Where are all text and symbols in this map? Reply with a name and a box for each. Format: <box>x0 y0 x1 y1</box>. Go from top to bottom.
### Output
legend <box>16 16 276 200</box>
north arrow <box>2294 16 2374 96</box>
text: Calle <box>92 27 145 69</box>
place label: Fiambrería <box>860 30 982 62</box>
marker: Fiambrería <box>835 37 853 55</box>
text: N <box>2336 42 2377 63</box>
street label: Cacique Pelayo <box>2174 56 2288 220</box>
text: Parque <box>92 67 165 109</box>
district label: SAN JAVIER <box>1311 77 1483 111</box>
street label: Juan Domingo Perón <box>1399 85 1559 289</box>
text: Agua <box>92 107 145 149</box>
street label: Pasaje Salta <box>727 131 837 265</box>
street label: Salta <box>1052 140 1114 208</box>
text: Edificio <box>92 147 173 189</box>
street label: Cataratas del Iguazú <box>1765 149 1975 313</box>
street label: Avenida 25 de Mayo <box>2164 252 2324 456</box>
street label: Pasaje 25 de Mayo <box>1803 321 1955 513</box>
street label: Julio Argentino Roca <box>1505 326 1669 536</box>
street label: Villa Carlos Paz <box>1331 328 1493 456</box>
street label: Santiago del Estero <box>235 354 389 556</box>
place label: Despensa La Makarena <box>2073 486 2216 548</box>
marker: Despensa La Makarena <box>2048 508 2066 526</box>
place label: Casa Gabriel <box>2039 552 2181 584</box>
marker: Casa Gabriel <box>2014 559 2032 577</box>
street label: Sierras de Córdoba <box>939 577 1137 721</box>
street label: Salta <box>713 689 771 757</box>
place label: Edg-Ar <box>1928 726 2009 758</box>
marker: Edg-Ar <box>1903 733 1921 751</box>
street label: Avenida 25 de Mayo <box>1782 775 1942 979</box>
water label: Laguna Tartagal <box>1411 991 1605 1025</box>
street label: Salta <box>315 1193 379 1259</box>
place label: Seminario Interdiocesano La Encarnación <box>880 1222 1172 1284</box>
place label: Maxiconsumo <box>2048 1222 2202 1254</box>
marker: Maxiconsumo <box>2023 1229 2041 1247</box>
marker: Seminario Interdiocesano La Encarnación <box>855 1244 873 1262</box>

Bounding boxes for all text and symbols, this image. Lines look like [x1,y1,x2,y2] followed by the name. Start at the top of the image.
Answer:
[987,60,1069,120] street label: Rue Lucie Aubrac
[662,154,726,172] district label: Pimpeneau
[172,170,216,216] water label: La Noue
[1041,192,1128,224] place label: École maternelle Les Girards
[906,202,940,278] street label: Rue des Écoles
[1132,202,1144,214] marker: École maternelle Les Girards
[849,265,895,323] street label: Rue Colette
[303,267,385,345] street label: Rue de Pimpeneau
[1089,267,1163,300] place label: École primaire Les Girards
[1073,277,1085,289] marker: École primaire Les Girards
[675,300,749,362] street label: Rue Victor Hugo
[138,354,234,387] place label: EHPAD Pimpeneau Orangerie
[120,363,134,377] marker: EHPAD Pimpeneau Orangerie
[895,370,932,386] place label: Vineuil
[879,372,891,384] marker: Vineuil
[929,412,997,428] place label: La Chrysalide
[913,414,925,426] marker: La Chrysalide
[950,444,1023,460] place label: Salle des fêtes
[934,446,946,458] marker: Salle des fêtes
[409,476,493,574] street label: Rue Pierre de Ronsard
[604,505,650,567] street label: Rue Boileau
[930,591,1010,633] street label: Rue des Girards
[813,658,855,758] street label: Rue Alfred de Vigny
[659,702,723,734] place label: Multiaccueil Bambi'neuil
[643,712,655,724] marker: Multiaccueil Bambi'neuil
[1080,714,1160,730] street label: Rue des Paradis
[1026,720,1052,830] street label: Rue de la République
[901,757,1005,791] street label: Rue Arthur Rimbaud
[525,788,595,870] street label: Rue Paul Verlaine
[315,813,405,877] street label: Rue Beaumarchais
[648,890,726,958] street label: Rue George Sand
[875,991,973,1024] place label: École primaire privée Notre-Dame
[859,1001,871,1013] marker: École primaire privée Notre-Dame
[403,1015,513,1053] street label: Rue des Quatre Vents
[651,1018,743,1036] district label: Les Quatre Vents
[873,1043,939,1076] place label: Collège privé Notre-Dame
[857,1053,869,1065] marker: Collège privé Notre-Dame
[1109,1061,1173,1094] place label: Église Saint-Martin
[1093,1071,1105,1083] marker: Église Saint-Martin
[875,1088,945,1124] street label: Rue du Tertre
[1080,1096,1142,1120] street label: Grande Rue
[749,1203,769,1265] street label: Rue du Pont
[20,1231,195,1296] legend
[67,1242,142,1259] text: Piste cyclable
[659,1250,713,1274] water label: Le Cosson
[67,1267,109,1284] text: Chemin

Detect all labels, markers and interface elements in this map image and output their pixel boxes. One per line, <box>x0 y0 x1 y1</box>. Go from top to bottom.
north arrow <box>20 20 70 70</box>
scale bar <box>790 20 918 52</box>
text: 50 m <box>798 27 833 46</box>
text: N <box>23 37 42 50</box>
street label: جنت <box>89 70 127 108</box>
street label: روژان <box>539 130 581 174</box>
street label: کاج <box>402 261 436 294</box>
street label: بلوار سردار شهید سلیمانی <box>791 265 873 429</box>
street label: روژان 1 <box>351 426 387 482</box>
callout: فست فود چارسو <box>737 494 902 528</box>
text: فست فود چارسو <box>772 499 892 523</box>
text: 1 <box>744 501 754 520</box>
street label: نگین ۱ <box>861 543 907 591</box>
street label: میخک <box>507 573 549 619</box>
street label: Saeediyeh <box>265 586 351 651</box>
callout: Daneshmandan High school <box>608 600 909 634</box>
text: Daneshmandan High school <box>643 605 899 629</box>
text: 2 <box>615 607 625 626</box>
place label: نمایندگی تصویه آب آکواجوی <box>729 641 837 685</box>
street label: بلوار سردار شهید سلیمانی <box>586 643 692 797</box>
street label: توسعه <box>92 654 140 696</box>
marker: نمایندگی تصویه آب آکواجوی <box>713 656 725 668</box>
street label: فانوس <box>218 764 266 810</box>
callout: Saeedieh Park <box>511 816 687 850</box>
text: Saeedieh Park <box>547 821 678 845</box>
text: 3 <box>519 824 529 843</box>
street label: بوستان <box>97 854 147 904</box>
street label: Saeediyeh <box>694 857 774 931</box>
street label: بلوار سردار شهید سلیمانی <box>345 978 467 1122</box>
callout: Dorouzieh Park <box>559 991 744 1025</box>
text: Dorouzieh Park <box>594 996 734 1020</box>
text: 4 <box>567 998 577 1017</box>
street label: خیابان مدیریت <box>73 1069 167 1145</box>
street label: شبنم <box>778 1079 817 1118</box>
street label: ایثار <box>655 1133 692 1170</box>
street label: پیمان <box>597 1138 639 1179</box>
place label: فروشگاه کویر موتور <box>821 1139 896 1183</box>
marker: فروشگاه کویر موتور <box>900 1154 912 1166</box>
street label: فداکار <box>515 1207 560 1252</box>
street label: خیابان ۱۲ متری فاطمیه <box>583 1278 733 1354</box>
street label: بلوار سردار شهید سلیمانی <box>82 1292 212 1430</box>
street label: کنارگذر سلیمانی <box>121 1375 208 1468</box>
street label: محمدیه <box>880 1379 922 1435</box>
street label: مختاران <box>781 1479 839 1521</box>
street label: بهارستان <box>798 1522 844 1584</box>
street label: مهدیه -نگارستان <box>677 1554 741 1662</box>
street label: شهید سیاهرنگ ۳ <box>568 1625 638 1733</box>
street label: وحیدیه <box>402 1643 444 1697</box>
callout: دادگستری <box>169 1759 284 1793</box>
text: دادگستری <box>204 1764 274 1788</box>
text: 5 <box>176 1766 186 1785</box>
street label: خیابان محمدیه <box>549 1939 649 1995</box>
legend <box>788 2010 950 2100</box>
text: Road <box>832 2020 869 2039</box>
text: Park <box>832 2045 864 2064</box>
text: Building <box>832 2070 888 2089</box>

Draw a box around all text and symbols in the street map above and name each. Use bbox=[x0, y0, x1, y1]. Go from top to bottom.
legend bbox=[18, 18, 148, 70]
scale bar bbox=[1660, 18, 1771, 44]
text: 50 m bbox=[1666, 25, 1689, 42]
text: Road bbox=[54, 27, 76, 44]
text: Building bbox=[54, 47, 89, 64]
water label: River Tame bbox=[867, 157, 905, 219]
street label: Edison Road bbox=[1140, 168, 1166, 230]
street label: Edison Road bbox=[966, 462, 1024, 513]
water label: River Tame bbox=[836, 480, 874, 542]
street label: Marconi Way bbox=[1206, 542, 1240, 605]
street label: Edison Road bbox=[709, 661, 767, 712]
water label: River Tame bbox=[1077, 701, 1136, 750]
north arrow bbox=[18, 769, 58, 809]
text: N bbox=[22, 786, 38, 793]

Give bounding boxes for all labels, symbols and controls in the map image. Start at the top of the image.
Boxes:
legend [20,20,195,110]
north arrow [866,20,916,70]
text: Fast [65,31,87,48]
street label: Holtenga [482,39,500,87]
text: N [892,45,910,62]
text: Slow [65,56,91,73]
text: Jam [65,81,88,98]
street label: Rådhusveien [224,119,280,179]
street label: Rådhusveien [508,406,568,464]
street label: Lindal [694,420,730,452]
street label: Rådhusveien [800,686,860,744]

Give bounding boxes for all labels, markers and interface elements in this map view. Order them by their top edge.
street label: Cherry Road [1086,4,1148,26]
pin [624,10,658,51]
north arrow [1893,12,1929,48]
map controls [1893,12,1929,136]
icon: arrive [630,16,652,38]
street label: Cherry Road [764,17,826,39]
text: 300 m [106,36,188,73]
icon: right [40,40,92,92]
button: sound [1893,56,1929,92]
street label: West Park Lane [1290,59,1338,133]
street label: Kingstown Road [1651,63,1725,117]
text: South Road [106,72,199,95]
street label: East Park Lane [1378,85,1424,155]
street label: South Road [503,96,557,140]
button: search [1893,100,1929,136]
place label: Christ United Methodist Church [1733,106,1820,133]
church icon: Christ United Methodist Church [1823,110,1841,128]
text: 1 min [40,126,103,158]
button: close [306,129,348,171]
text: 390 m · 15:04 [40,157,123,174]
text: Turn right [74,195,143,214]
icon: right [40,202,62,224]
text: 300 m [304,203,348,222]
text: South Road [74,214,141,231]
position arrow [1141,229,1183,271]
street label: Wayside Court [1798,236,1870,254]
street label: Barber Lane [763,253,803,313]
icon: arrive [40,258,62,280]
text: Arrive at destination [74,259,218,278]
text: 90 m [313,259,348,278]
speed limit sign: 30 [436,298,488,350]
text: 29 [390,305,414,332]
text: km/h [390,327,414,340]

> [YOUR ASSIGNMENT]:
Wherever the word "بلوار" turns up in the records above, copy the line that holds it.

> [RESPONSE FOR THIS EXERCISE]:
street label: بلوار سردار شهید سلیمانی <box>791 265 873 429</box>
street label: بلوار سردار شهید سلیمانی <box>586 643 692 797</box>
street label: بلوار سردار شهید سلیمانی <box>345 978 467 1122</box>
street label: بلوار سردار شهید سلیمانی <box>82 1292 212 1430</box>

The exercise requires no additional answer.